Official Reveals Budget for U.S.
Intelligence
by Scott Shane
November 8, 2005
In an apparent slip, a top American intelligence
official has revealed at a public conference what has long been
secret: the amount of money the United States spends on its spy
agencies.
At an intelligence conference in San Antonio
last week, Mary Margaret Graham, a 27-year veteran of the Central
Intelligence Agency and now the deputy director of national intelligence
for collection, said the annual intelligence budget was $44 billion.
The number was reported Monday in U.S.
News and World Report, whose national security reporter, Kevin
Whitelaw, was among the hundreds of people in attendance during
Ms. Graham's talk.
"I thought, 'I can't believe she
said that,' " Mr. Whitelaw said on Monday. "The government
has spent so much time and energy arguing that it needs to remain
classified."
The figure itself comes as no great shock;
most news reports in the last couple of years have estimated the
budget at $40 billion. But the fact that Ms. Graham would say
it in public is a surprise, because the government has repeatedly
gone to court to keep the current intelligence budget and even
past budgets as far back as the 1940's from being disclosed.
Carl Kropf, a spokesman for the office
of the director of national intelligence, John D. Negroponte,
said Ms. Graham would not comment. Mr. Kropf declined to say whether
the figure, which Ms. Graham gave last Monday at an annual conference
on intelligence gathered from satellite and other photographs,
was accurate, or whether her revelation was accidental.
Steven Aftergood, director of the Project
on Government Secrecy at the Federation of American Scientists,
expressed amused satisfaction that the budget figure had slipped
out.
"It is ironic," Mr. Aftergood
said. "We sued the C.I.A. four times for this kind of information
and lost. You can't get it through legal channels."
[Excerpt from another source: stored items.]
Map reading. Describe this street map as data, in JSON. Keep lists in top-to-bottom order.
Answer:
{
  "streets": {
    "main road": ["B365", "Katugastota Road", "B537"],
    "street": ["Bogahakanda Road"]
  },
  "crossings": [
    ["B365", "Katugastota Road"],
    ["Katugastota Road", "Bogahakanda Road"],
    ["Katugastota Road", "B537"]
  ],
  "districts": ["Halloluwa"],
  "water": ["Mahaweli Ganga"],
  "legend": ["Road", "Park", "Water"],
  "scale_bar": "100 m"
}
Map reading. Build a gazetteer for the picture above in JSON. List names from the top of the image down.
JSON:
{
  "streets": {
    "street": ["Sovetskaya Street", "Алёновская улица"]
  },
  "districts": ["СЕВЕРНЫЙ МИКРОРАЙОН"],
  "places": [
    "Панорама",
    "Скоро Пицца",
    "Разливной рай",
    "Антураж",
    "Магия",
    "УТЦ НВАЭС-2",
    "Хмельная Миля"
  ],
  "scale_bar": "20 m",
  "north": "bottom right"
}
Only for a few past years has the budget
been disclosed. After Mr. Aftergood's group first sued for the
budget figure under the Freedom of Information Act in 1997, George
J. Tenet, then the director of central intelligence, decided to
make public that year's budget, $26.6 billion. The next year Mr.
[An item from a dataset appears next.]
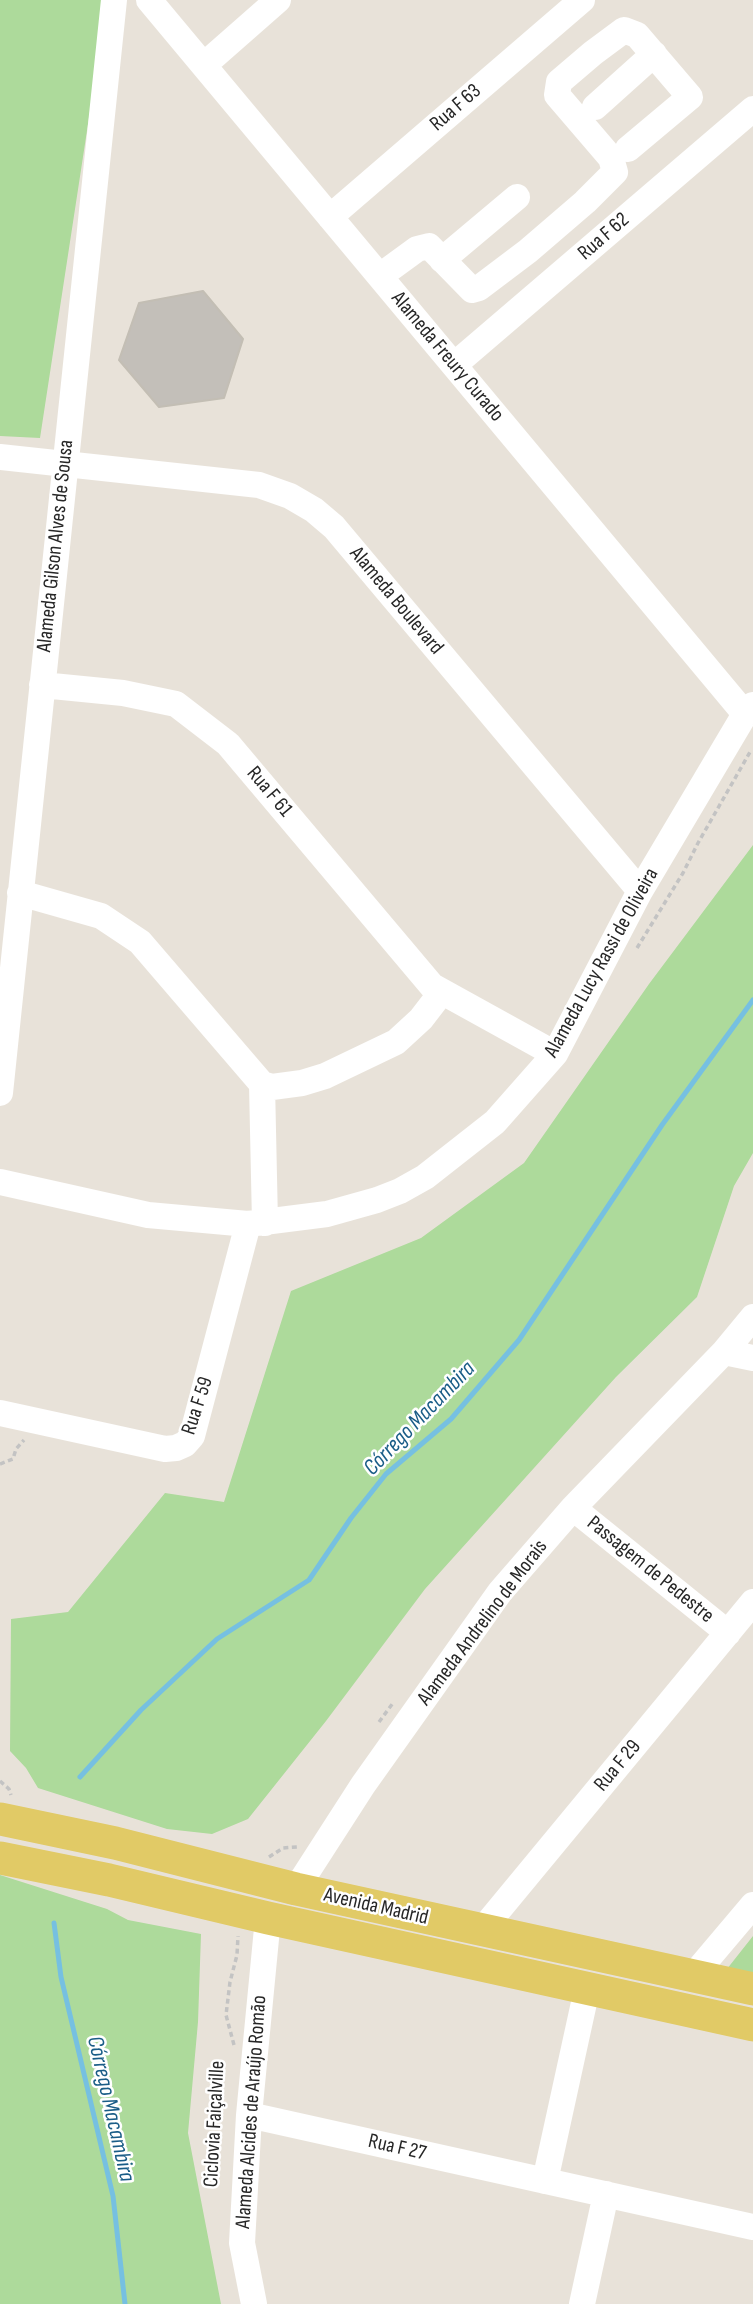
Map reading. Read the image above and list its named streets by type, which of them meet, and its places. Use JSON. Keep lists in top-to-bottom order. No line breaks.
{"streets":{"main road":["Avenida Madrid"],"street":["Rua F 63","Rua F 62","Alameda Freury Curado","Alameda Gilson Alves de Sousa","Alameda Boulevard","Rua F 61","Alameda Lucy Rassi de Oliveira","Rua F 59","Passagem de Pedestre","Alameda Andrelino de Morais","Rua F 29","Alameda Alcides de Araújo Romão","Rua F 27"],"path":["Ciclovia Faiçalville"]},"crossings":[["Rua F 63","Alameda Freury Curado"],["Rua F 62","Alameda Freury Curado"],["Alameda Freury Curado","Alameda Lucy Rassi de Oliveira"],["Alameda Gilson Alves de Sousa","Alameda Boulevard"],["Alameda Gilson Alves de Sousa","Rua F 61"],["Alameda Boulevard","Alameda Lucy Rassi de Oliveira"],["Rua F 61","Alameda Lucy Rassi de Oliveira"],["Alameda Lucy Rassi de Oliveira","Rua F 59"],["Passagem de Pedestre","Alameda Andrelino de Morais"],["Passagem de Pedestre","Rua F 29"],["Alameda Andrelino de Morais","Avenida Madrid"],["Rua F 29","Avenida Madrid"],["Avenida Madrid","Alameda Alcides de Araújo Romão"],["Avenida Madrid","Ciclovia Faiçalville"],["Alameda Alcides de Araújo Romão","Ciclovia Faiçalville"],["Alameda Alcides de Araújo Romão","Rua F 27"]],"water":["Córrego Macambira"]}
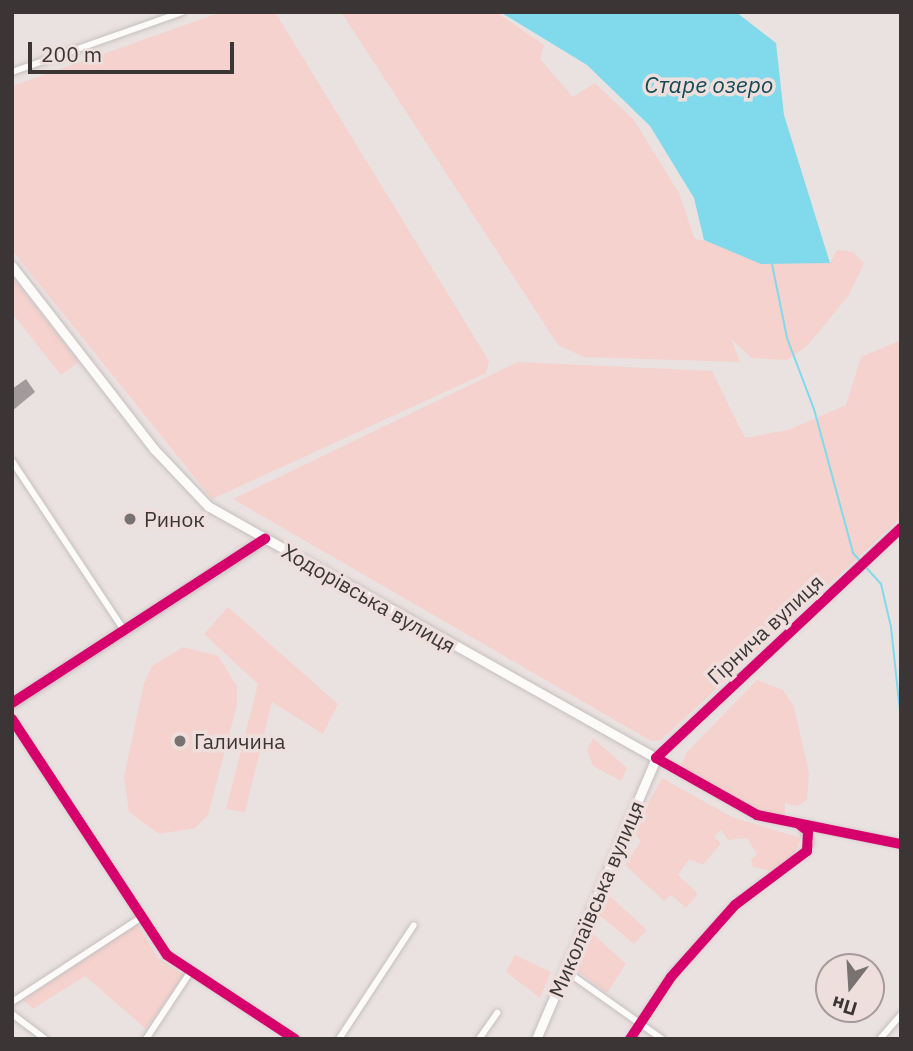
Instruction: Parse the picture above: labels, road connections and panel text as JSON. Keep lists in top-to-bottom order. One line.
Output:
{"streets":{"main road":["Ходорівська вулиця","Миколаївська вулиця"],"street":["Гірнича вулиця"]},"crossings":[["Ходорівська вулиця","Гірнича вулиця"],["Ходорівська вулиця","Миколаївська вулиця"],["Гірнича вулиця","Миколаївська вулиця"]],"water":["Старе озеро"],"places":["Ринок","Галичина"],"scale_bar":"200 m","north":"bottom"}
Tenet did the same, revealing that the 1998 fiscal year budget
was $26.7 billion.
But in 1999, Mr. Tenet reversed that policy,
and budgets since then have remained classified with the support
of the courts. Last year, a federal judge refused to order the
C.I.A. to release its budget totals for 1947 to 1970 - except
for the 1963 budget, which Mr. Aftergood showed had already been
revealed elsewhere.
In court and in response to inquiries,
intelligence officials have argued that disclosing the total spying
budget would create pressure to reveal more spending details,
and that such revelations could aid the nation's adversaries.
That argument has been rejected by many
members of Congress and outside experts, who note that most of
the Defense Department budget is published in exhaustive detail
without evident harm.
The national commission on the terrorist
attacks of Sept. 11, 2001, recommended that both the overall intelligence
budget and spending by individual agencies be made public "in
order to combat the secrecy and complexity" it found was
harming national security.
"The taxpayers deserve to know what
they're spending for intelligence," said Lee H. Hamilton,
the former congressman who was vice chairman of the commission.
Even more important, Mr. Hamilton said,
public discussion of the total budgets of intelligence agencies
would encourage Congress to exercise "robust oversight."
The debate over whether the intelligence
budget should be secret dates to at least the 1970's, said Loch
K. Johnson, an intelligence historian who worked for the Church
Committee investigation of the intelligence agencies by the Senate
in the mid-1970's. Mr. Johnson said the real reason for secrecy
might have less to do with protecting intelligence sources and
methods than with protecting the bureaucracy.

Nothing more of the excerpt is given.